*What is needed*:
Word for word and without images, transcribe all of the records.

### Source data ###

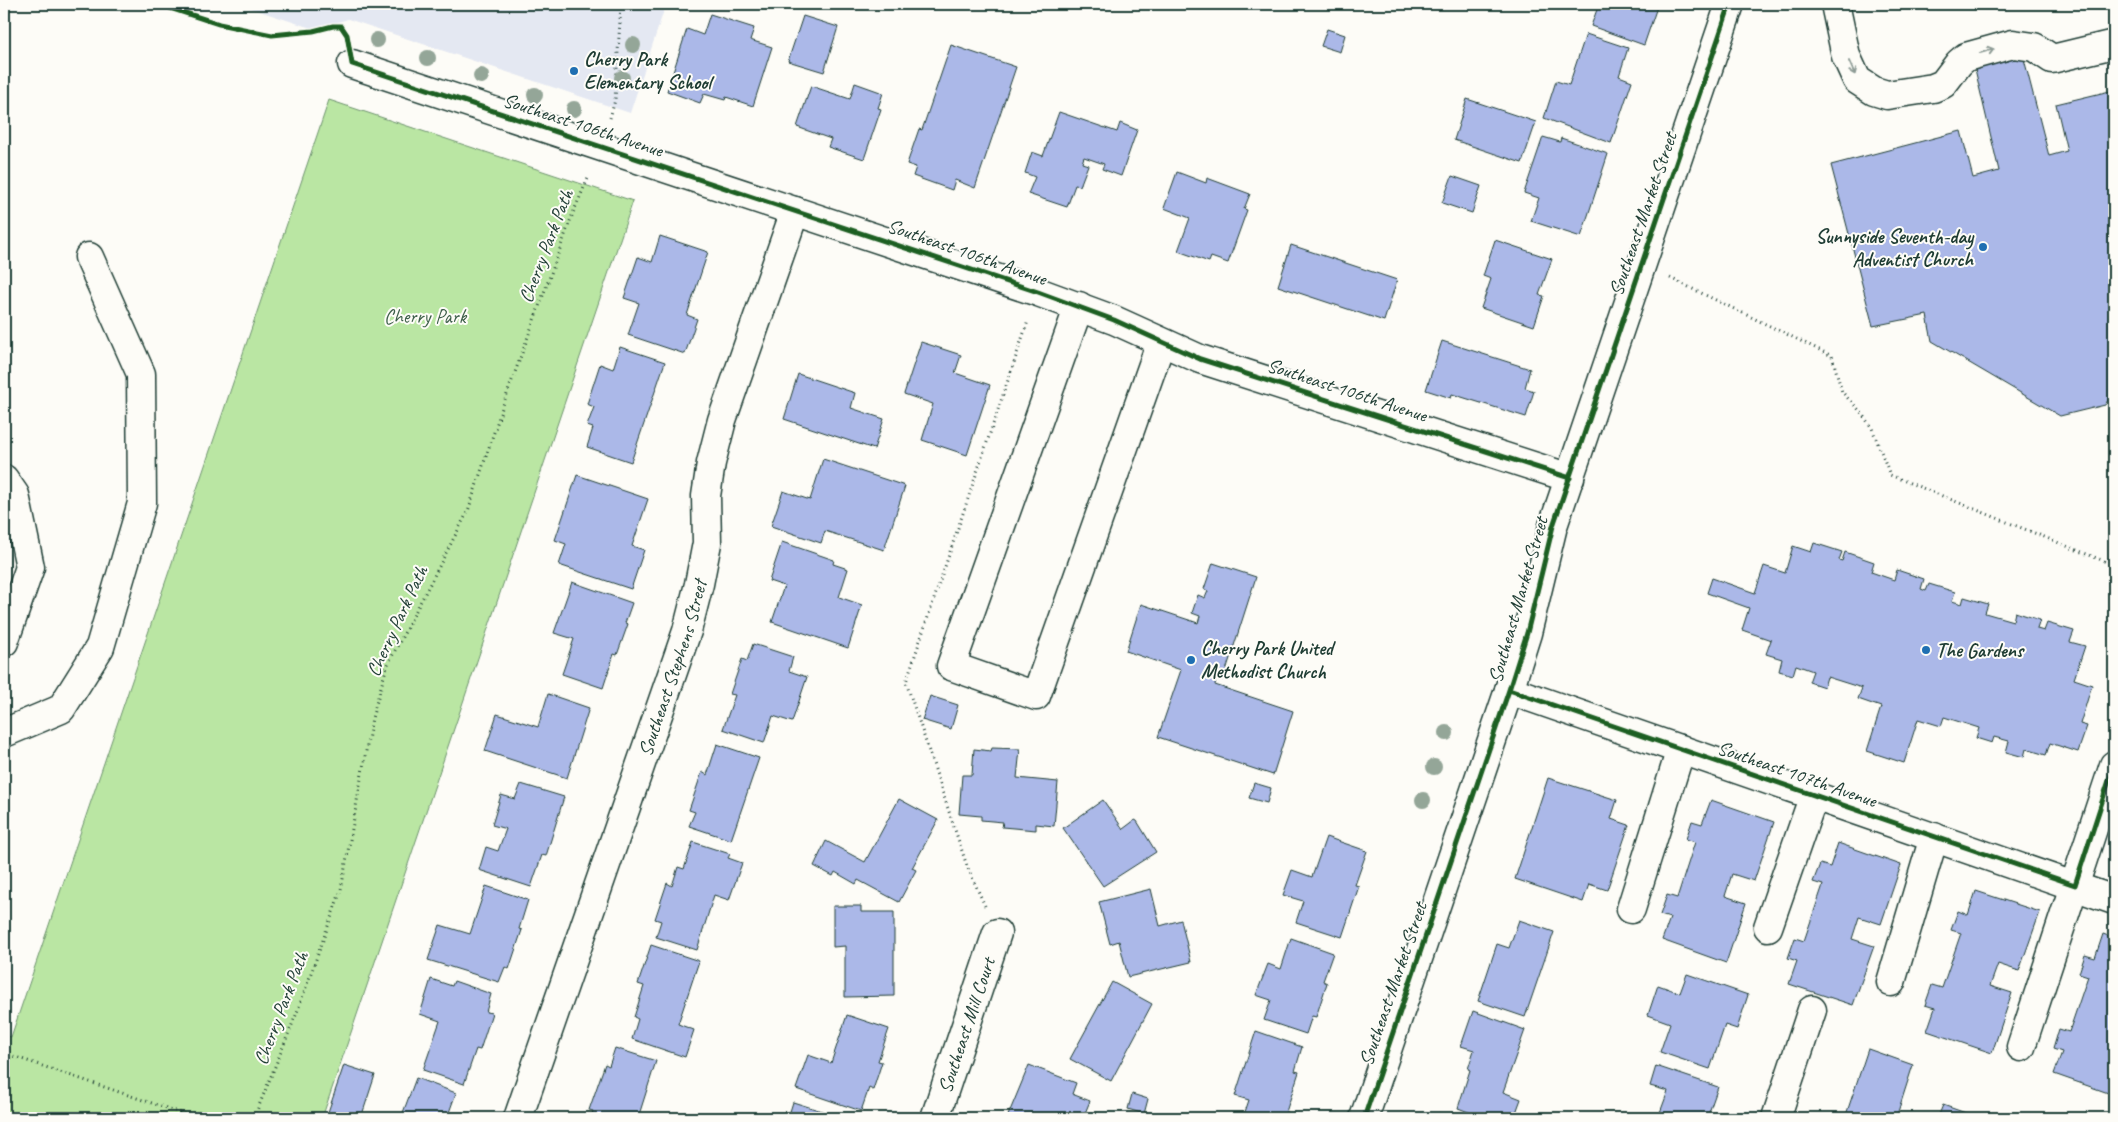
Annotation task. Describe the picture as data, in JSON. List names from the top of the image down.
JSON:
{
  "streets": {
    "street": [
      "Southeast 106th Avenue",
      "Southeast Market Street",
      "Southeast Stephens Street",
      "Southeast 107th Avenue",
      "Southeast Mill Court"
    ],
    "path": ["Cherry Park Path"]
  },
  "crossings": [
    ["Southeast 106th Avenue", "Southeast Market Street"],
    ["Southeast 106th Avenue", "Cherry Park Path"],
    ["Southeast 106th Avenue", "Southeast Stephens Street"],
    ["Southeast Market Street", "Southeast 107th Avenue"]
  ],
  "parks": ["Cherry Park"],
  "places": [
    "Cherry Park Elementary School",
    "Sunnyside Seventh-day Adventist Church",
    "The Gardens",
    "Cherry Park United Methodist Church"
  ]
}
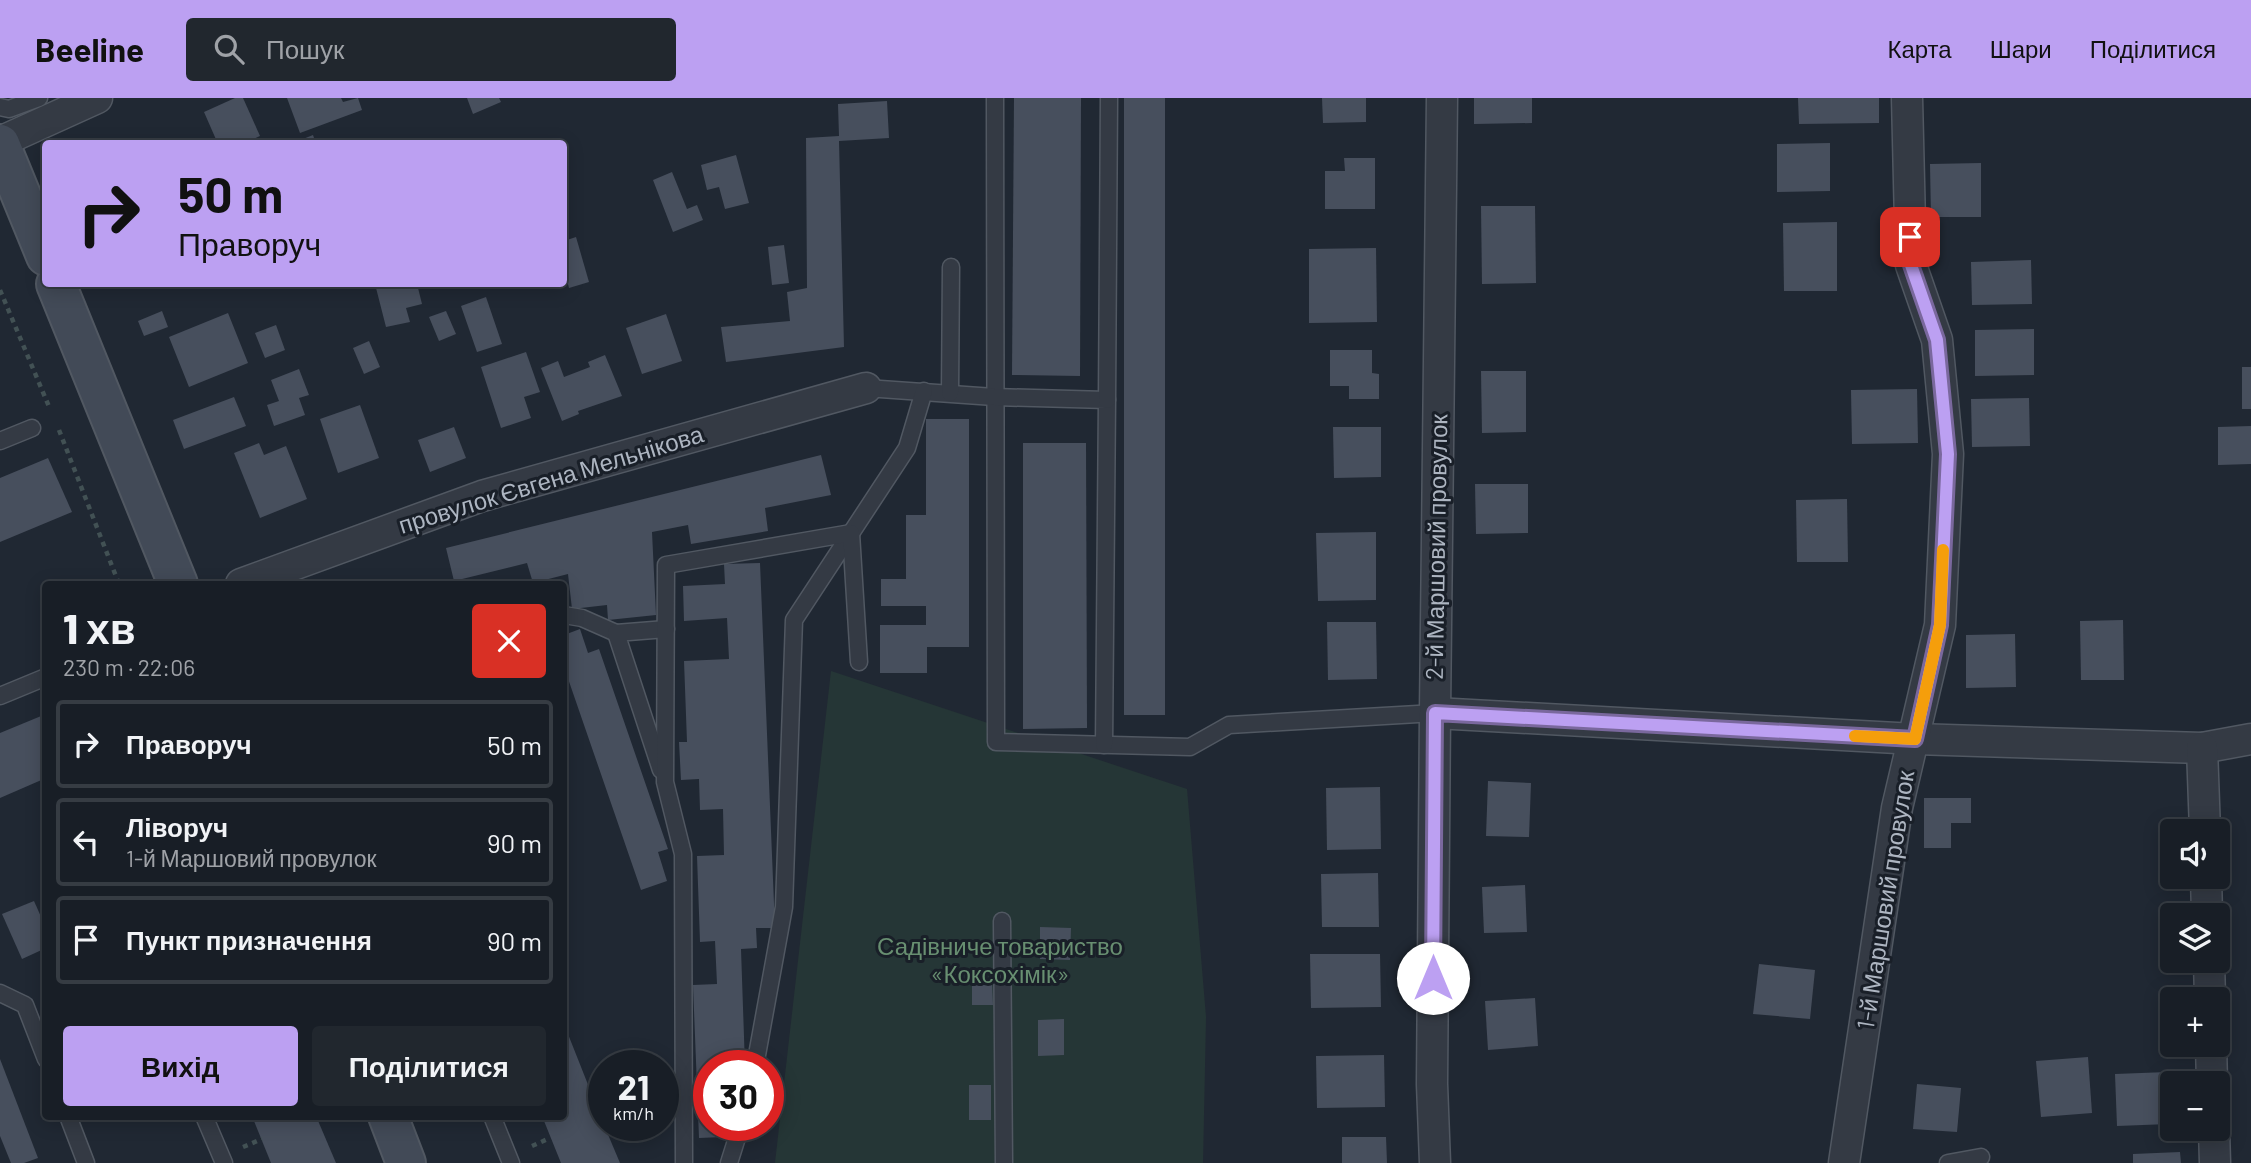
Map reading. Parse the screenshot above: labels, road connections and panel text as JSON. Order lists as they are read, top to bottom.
{
  "streets": {
    "street": ["провулок Євгена Мельнікова", "2-й Маршовий провулок", "1-й Маршовий провулок"]
  },
  "parks": ["Садівниче товариство «Коксохімік»"],
  "page": {
    "header": "Beeline",
    "search": "Пошук",
    "nav": ["Карта", "Шари", "Поділитися"],
    "turn": ["50 m", "Праворуч"],
    "heading": ["1 хв", "230 m · 22:06"],
    "list": [
      {
        "name": "Праворуч",
        "value": "50 m"
      },
      {
        "name": "Ліворуч",
        "note": "1-й Маршовий провулок",
        "value": "90 m"
      },
      {
        "name": "Пункт призначення",
        "value": "90 m"
      }
    ],
    "map_buttons": ["+", "−"],
    "buttons": ["Вихід", "Поділитися"],
    "speed": "21 km/h",
    "limit": "30"
  }
}
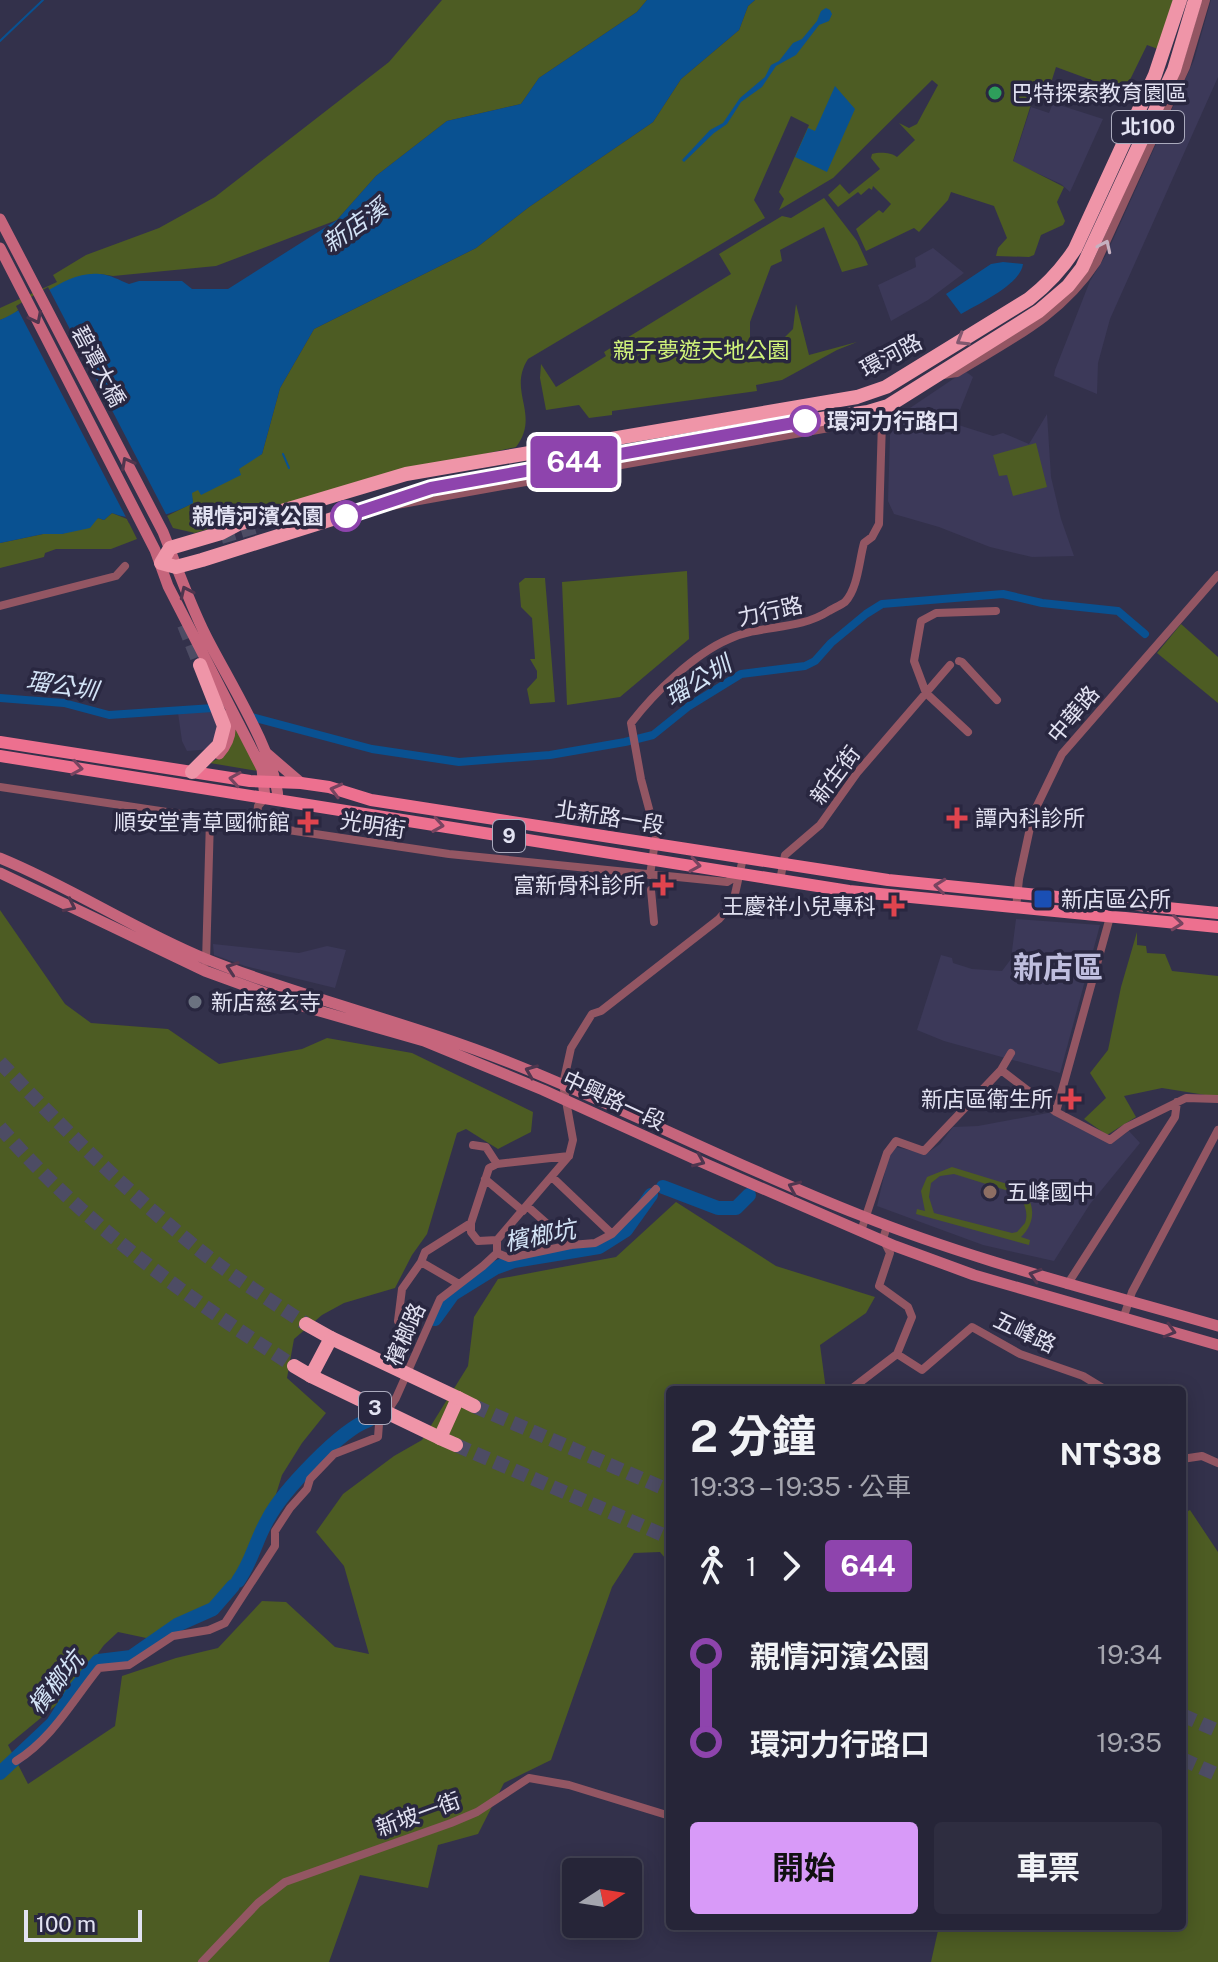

###

*Solution for this problem*:
Annotation task. Describe the picture as data, in JSON. List names from the top of the image down.
JSON:
{
  "streets": {
    "street": [
      "Southeast 106th Avenue",
      "Southeast Market Street",
      "Southeast Stephens Street",
      "Southeast 107th Avenue",
      "Southeast Mill Court"
    ],
    "path": ["Cherry Park Path"]
  },
  "crossings": [
    ["Southeast 106th Avenue", "Southeast Market Street"],
    ["Southeast 106th Avenue", "Cherry Park Path"],
    ["Southeast 106th Avenue", "Southeast Stephens Street"],
    ["Southeast Market Street", "Southeast 107th Avenue"]
  ],
  "parks": ["Cherry Park"],
  "places": [
    "Cherry Park Elementary School",
    "Sunnyside Seventh-day Adventist Church",
    "The Gardens",
    "Cherry Park United Methodist Church"
  ]
}
Map reading. Parse the screenshot above: labels, road connections and panel text as JSON. Order lists as they are read, top to bottom.
{
  "streets": {
    "street": ["провулок Євгена Мельнікова", "2-й Маршовий провулок", "1-й Маршовий провулок"]
  },
  "parks": ["Садівниче товариство «Коксохімік»"],
  "page": {
    "header": "Beeline",
    "search": "Пошук",
    "nav": ["Карта", "Шари", "Поділитися"],
    "turn": ["50 m", "Праворуч"],
    "heading": ["1 хв", "230 m · 22:06"],
    "list": [
      {
        "name": "Праворуч",
        "value": "50 m"
      },
      {
        "name": "Ліворуч",
        "note": "1-й Маршовий провулок",
        "value": "90 m"
      },
      {
        "name": "Пункт призначення",
        "value": "90 m"
      }
    ],
    "map_buttons": ["+", "−"],
    "buttons": ["Вихід", "Поділитися"],
    "speed": "21 km/h",
    "limit": "30"
  }
}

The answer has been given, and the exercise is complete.